### What you will do
Check every line of the material below, and show those that contain "text".

### Extracted material
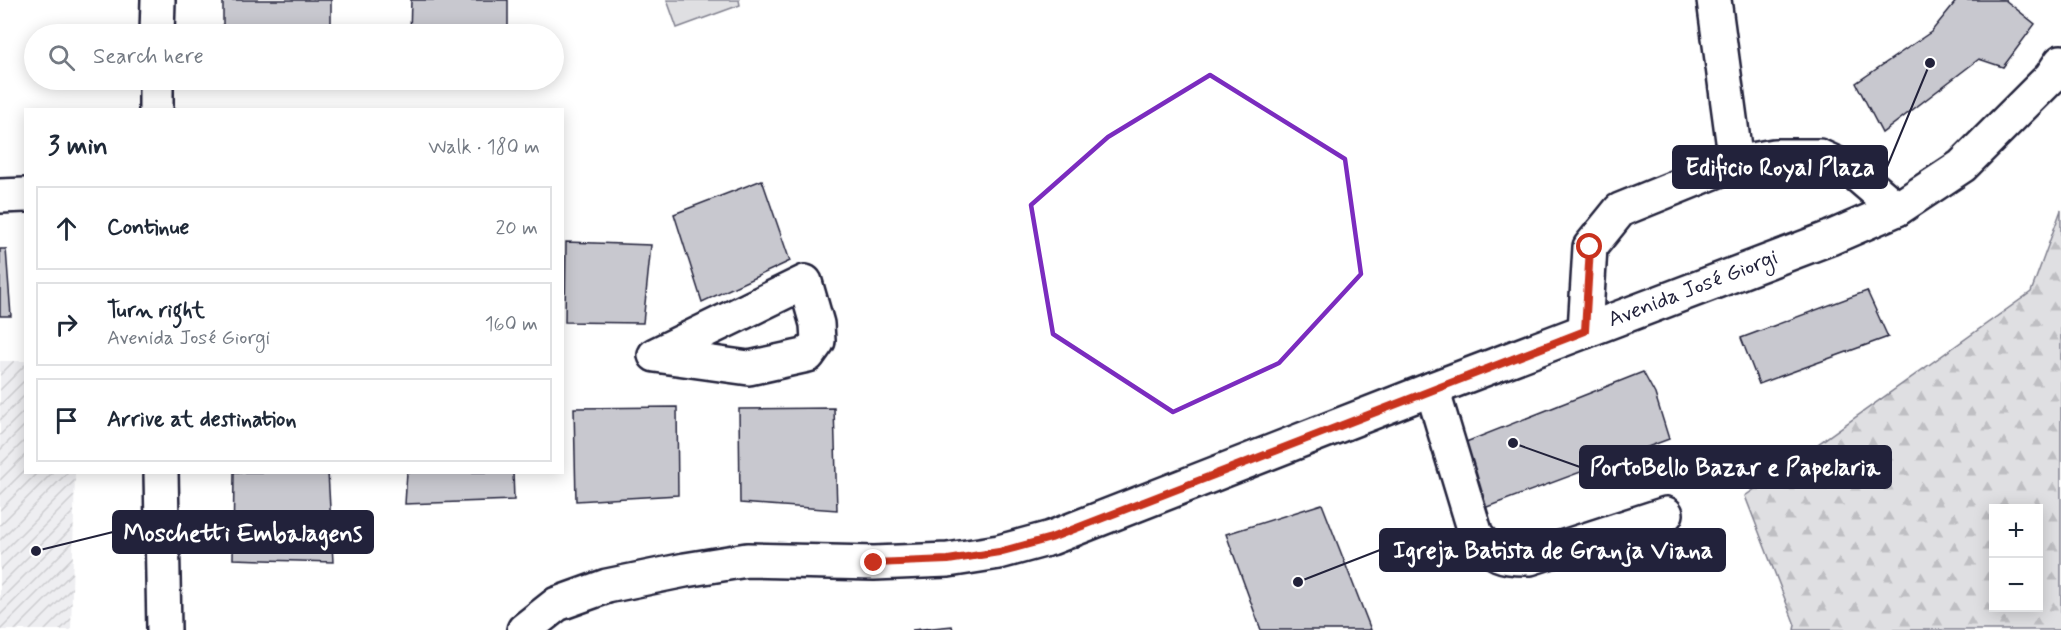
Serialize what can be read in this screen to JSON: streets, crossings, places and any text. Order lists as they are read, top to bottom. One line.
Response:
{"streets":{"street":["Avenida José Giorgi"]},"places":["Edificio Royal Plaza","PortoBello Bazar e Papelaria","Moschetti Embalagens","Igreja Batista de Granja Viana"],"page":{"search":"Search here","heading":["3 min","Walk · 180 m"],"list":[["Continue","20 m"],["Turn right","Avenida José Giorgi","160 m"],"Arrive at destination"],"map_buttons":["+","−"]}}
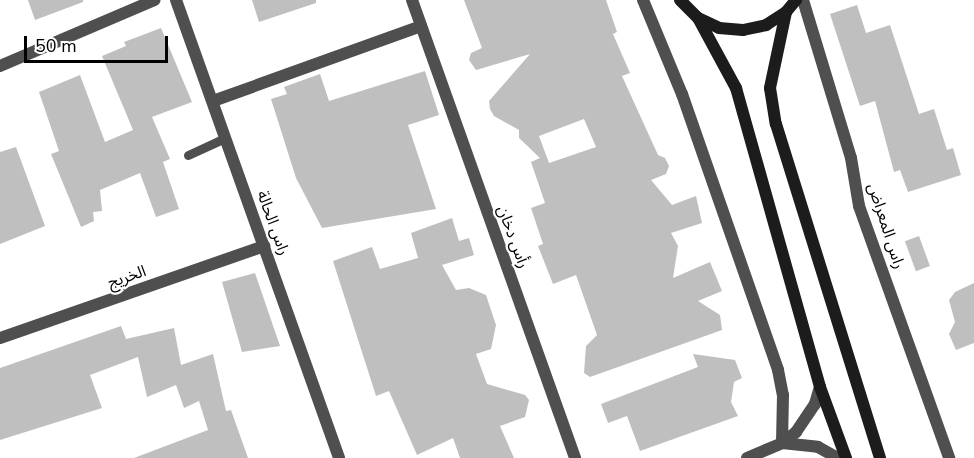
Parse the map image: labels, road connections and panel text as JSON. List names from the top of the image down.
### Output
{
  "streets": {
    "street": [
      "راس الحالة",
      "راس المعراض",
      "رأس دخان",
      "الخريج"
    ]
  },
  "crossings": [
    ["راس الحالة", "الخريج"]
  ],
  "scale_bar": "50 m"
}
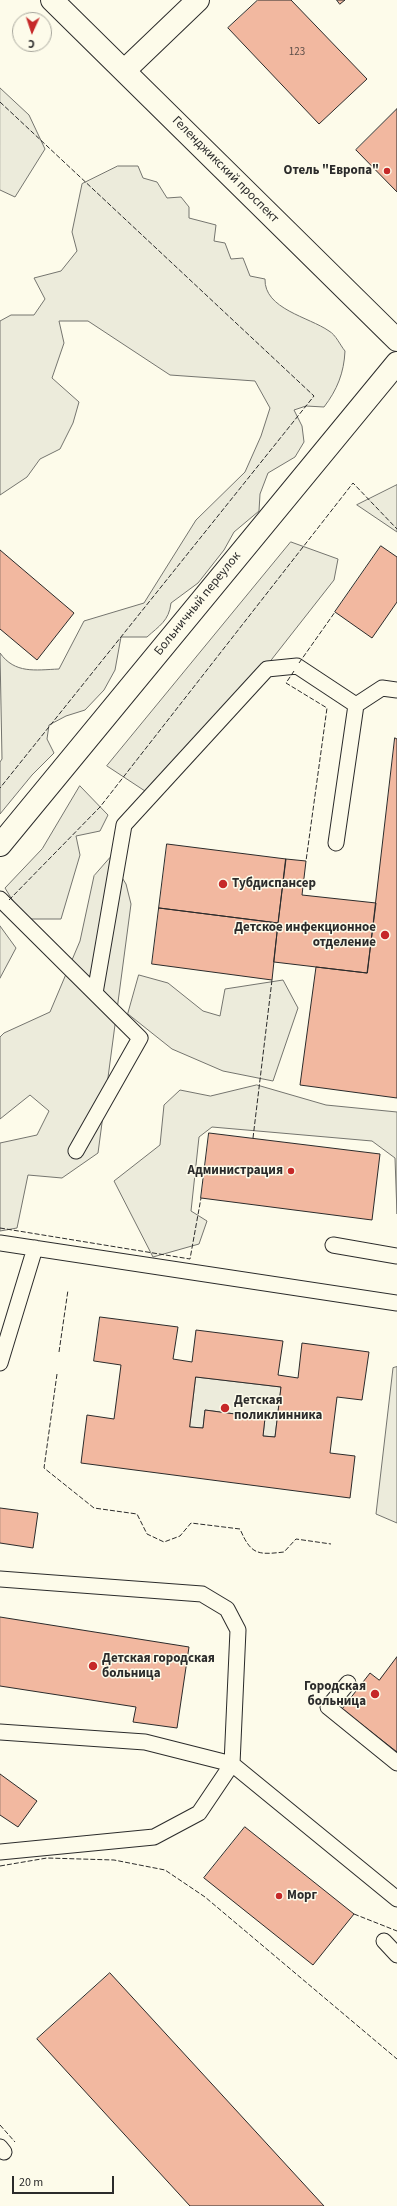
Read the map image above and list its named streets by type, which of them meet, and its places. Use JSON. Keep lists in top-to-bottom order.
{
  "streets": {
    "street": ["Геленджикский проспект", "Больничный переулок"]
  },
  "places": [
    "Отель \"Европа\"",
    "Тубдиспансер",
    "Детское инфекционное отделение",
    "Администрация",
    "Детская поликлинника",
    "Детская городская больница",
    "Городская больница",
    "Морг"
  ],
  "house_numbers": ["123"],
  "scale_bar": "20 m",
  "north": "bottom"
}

### Output for this task
Serialize what can be read in this screen to JSON: streets, crossings, places and any text. Order lists as they are read, top to bottom. One line.
Parse the map image: labels, road connections and panel text as JSON. List names from the top of the image down.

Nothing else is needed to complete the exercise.